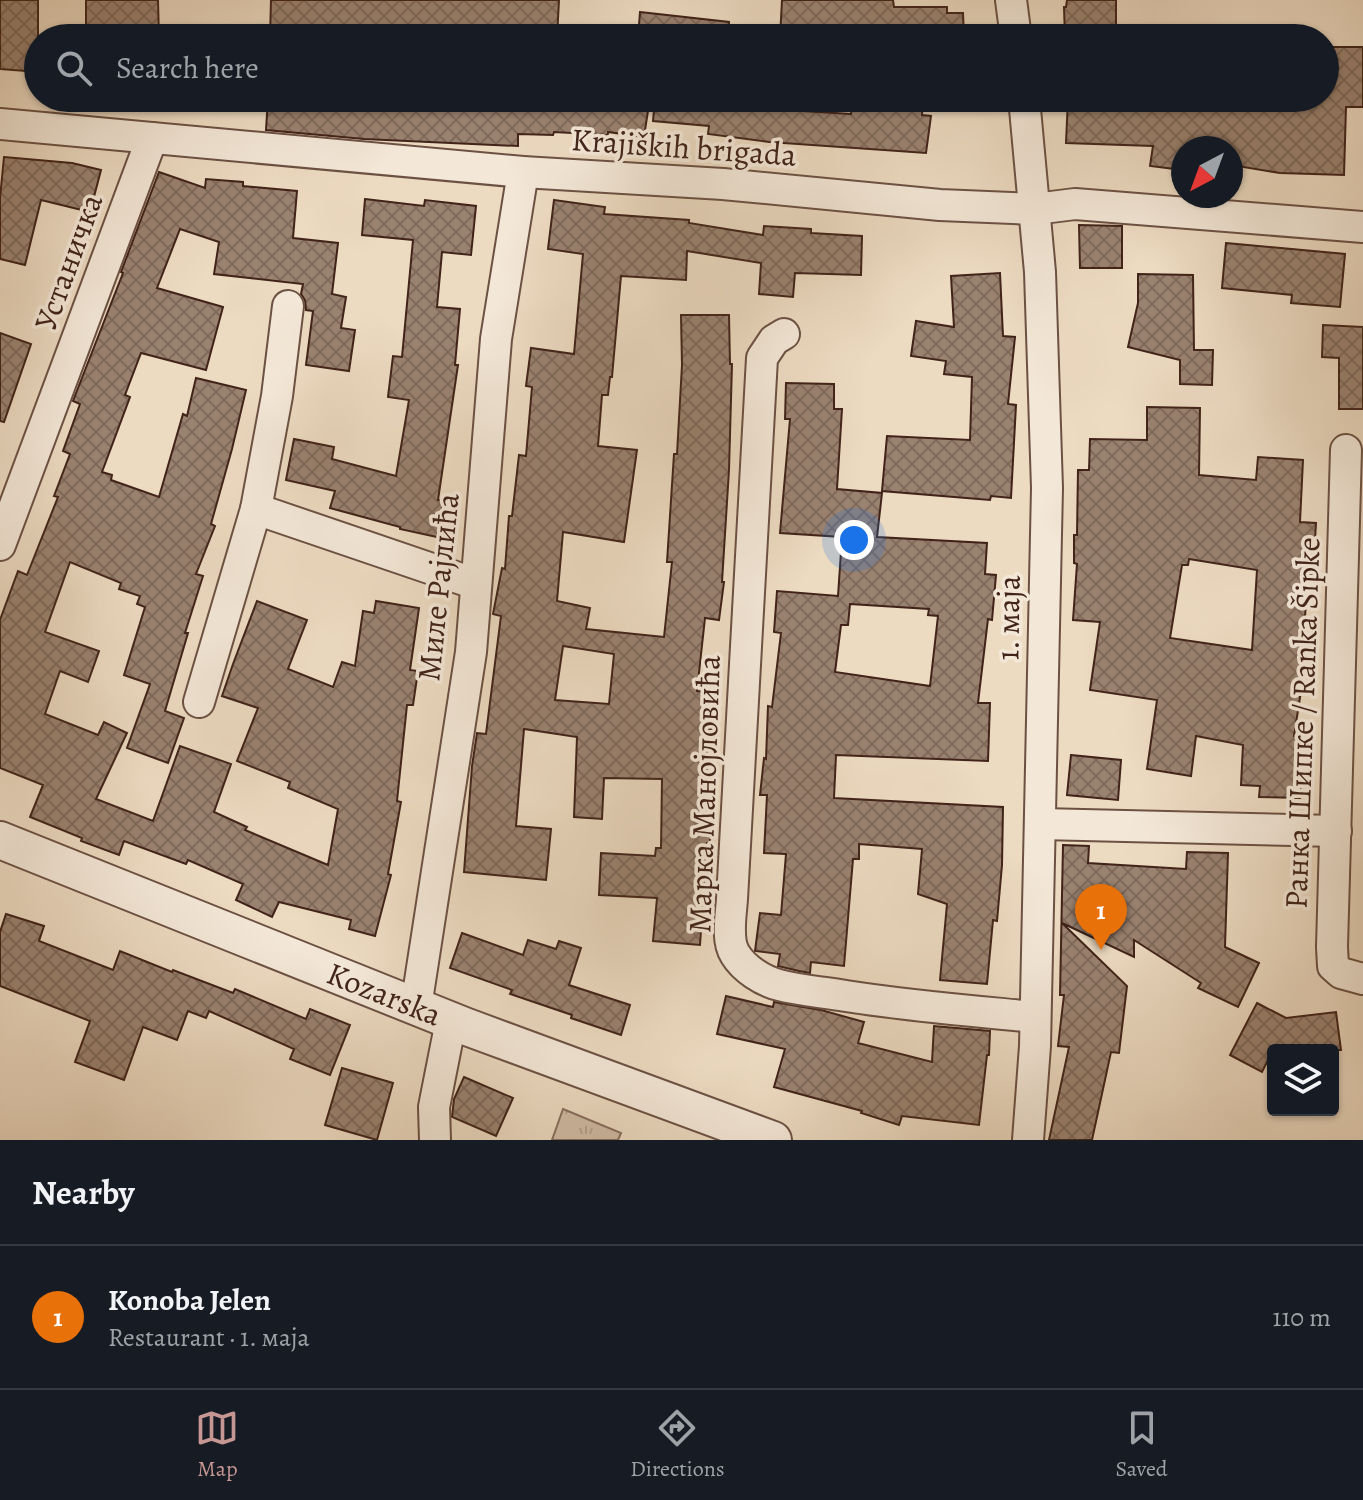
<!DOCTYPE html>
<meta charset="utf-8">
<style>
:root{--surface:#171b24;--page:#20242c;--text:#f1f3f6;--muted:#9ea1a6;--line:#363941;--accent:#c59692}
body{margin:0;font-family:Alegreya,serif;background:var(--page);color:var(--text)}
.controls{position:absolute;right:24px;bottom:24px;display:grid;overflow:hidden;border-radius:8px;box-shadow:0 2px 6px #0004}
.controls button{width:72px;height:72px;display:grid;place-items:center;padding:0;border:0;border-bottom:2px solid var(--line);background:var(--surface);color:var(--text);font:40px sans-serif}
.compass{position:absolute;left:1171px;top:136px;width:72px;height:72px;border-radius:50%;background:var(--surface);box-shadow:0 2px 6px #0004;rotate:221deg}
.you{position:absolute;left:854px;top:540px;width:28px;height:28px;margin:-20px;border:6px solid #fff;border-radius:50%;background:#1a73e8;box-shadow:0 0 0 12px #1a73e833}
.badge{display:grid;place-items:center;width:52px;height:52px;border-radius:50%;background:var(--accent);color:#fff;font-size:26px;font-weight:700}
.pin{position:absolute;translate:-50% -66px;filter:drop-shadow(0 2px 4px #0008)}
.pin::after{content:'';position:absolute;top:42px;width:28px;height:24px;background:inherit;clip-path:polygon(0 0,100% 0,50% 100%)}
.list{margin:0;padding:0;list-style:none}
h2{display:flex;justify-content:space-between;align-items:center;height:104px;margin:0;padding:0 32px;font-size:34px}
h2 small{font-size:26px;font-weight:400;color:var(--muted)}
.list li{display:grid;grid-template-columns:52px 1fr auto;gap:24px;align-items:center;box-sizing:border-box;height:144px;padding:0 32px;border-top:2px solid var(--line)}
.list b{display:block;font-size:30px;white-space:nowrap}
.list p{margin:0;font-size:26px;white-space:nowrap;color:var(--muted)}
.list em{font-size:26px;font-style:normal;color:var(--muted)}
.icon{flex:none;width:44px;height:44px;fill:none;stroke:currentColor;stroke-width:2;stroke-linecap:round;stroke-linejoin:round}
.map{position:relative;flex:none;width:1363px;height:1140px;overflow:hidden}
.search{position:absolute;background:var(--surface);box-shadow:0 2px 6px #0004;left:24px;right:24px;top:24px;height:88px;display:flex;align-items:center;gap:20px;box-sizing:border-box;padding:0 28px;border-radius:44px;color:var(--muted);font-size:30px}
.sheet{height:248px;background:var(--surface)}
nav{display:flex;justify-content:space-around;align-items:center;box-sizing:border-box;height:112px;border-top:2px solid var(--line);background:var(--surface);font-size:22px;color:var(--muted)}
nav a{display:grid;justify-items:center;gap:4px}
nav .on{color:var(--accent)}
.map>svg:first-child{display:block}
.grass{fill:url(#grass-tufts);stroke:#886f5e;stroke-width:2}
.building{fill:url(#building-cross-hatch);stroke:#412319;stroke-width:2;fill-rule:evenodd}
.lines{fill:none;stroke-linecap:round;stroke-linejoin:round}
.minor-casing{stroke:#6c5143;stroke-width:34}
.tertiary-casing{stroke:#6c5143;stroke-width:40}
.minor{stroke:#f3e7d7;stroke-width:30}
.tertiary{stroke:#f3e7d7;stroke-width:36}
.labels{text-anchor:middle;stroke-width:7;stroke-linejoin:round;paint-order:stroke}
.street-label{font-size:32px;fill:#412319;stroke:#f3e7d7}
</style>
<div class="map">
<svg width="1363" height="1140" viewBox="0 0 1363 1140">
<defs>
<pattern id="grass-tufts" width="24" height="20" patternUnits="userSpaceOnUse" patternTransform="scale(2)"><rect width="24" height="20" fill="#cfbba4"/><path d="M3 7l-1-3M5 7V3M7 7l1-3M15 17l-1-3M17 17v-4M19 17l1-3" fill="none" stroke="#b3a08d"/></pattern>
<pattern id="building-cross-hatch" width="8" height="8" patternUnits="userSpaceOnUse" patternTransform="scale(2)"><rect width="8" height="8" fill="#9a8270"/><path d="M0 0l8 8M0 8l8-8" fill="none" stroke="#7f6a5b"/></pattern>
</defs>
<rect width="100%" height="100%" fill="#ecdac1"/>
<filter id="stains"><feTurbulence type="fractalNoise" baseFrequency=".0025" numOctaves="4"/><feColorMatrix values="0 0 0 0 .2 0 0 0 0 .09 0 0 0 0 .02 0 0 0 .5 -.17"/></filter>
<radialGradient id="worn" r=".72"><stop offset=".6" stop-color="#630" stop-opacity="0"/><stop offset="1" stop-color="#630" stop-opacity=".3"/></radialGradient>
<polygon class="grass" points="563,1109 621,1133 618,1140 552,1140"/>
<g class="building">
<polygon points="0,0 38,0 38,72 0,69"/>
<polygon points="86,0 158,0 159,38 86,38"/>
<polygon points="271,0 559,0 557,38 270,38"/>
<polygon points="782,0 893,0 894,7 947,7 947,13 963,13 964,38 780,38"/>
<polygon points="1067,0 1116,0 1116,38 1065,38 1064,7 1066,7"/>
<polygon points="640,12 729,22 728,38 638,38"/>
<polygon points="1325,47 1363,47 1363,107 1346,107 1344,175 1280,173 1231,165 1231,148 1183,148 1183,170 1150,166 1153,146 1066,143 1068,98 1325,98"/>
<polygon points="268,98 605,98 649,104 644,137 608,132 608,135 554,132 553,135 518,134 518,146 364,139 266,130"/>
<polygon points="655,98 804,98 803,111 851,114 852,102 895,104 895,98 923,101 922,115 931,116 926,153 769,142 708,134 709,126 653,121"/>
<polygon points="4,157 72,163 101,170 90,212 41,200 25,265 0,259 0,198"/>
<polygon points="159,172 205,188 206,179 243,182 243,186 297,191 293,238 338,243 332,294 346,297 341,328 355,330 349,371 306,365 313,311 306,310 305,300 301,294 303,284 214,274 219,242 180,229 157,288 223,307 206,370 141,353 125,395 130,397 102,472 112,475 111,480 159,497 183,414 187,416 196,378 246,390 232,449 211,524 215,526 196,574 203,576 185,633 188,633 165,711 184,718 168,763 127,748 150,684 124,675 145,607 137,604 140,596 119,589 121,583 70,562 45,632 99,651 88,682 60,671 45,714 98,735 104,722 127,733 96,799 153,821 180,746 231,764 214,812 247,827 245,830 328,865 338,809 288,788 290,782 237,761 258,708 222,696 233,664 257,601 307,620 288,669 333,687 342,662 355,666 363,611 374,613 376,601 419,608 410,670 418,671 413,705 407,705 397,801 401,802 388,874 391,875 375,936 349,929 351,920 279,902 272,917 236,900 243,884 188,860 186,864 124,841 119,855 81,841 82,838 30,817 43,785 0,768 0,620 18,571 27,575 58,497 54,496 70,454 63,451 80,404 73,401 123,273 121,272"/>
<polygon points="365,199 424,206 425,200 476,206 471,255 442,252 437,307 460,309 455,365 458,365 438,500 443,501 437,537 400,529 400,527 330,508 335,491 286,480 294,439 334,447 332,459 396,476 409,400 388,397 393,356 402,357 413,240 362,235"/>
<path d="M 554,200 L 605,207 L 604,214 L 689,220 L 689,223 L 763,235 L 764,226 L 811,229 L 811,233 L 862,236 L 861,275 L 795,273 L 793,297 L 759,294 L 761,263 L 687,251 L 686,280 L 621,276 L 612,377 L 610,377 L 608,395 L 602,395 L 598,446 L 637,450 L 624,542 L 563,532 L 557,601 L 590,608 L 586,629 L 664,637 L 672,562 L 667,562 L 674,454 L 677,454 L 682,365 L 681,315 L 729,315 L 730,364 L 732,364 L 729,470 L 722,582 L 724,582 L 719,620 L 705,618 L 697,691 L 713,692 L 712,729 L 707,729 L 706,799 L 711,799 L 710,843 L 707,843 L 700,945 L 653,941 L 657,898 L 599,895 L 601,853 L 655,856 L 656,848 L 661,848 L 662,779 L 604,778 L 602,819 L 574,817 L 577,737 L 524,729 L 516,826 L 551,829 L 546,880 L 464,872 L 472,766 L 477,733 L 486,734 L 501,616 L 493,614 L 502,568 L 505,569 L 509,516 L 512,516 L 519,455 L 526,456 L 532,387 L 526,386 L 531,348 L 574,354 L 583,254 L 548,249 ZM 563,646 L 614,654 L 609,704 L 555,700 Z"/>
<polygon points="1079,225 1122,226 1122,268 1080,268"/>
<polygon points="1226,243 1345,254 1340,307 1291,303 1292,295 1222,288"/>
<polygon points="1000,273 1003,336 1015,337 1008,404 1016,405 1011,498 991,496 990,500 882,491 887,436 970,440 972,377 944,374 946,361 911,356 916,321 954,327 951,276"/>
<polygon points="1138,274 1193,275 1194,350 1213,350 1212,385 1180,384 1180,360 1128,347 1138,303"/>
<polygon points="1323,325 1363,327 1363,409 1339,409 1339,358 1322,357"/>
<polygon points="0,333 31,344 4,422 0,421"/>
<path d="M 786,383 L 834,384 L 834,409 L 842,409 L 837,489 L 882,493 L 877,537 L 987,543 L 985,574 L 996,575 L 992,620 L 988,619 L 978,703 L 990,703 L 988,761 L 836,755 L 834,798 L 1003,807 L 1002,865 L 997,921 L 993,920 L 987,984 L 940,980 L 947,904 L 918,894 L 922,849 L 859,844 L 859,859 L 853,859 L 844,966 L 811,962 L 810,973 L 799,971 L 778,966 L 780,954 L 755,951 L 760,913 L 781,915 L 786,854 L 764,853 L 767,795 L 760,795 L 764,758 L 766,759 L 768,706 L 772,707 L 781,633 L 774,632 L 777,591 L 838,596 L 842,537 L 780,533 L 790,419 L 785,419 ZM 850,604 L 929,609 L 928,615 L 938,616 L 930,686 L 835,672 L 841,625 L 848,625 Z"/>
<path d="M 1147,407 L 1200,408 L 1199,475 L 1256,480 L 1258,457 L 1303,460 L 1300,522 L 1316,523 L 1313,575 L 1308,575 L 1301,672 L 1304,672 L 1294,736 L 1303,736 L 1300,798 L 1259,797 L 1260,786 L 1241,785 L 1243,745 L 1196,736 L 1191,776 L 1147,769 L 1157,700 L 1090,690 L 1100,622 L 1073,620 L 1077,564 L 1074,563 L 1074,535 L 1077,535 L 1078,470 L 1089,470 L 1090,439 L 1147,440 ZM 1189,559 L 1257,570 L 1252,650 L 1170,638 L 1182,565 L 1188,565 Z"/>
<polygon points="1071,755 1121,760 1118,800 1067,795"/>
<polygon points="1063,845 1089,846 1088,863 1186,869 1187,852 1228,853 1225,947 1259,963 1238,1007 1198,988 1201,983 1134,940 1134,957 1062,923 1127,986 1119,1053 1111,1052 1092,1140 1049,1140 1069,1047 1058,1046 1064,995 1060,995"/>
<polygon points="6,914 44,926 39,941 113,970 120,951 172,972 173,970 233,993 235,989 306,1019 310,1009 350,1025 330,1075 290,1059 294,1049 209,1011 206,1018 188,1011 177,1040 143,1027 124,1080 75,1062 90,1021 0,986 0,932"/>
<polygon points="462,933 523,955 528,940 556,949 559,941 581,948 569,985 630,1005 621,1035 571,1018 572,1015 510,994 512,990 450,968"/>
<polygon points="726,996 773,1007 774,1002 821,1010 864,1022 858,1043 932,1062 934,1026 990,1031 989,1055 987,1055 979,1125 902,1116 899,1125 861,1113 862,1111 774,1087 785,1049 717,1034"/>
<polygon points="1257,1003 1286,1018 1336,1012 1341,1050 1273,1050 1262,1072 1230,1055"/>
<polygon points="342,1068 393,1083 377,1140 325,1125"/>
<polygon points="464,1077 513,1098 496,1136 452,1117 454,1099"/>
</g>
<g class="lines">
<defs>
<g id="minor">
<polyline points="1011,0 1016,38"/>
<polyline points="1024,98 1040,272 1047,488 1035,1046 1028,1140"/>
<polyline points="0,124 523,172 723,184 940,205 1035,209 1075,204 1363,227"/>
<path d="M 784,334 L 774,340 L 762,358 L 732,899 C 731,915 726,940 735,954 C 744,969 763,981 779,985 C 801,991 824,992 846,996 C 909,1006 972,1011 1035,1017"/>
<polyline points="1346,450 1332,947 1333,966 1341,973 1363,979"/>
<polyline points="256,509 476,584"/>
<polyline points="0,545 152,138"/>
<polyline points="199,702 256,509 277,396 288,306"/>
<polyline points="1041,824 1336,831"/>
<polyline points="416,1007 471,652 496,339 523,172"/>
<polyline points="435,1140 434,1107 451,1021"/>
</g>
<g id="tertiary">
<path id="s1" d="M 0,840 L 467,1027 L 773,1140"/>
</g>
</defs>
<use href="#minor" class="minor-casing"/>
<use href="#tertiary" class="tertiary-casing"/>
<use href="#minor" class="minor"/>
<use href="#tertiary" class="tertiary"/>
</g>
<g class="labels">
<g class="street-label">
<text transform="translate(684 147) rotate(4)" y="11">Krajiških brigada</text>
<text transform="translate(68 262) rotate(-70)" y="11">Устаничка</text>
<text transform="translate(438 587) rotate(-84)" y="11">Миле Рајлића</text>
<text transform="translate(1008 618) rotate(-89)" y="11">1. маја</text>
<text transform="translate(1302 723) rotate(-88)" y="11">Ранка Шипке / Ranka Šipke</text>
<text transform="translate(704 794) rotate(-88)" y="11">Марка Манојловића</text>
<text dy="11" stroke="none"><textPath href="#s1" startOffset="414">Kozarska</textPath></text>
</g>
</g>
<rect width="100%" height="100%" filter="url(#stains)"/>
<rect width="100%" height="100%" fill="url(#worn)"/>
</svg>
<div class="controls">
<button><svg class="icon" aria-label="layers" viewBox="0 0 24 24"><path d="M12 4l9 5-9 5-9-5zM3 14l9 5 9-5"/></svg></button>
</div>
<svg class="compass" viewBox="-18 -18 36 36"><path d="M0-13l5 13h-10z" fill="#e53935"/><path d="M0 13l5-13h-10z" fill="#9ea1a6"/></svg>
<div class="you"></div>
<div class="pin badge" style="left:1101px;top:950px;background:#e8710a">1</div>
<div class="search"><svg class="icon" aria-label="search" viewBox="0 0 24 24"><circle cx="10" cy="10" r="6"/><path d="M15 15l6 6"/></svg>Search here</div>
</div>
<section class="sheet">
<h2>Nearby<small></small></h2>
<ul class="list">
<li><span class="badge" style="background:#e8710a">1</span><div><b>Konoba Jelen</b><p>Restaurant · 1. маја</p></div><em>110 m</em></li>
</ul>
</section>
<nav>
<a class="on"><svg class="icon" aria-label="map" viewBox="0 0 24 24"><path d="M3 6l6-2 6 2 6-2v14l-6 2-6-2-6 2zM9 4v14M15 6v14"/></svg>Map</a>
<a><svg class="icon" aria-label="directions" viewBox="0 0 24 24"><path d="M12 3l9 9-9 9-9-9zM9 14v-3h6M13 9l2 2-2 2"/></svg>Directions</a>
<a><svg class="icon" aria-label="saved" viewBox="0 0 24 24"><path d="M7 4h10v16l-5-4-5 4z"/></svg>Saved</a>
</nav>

Exercise requirements
The word is "white". Copy every line above where it appears.

Solution for this exercise
.list b{display:block;font-size:30px;white-space:nowrap}
.list p{margin:0;font-size:26px;white-space:nowrap;color:var(--muted)}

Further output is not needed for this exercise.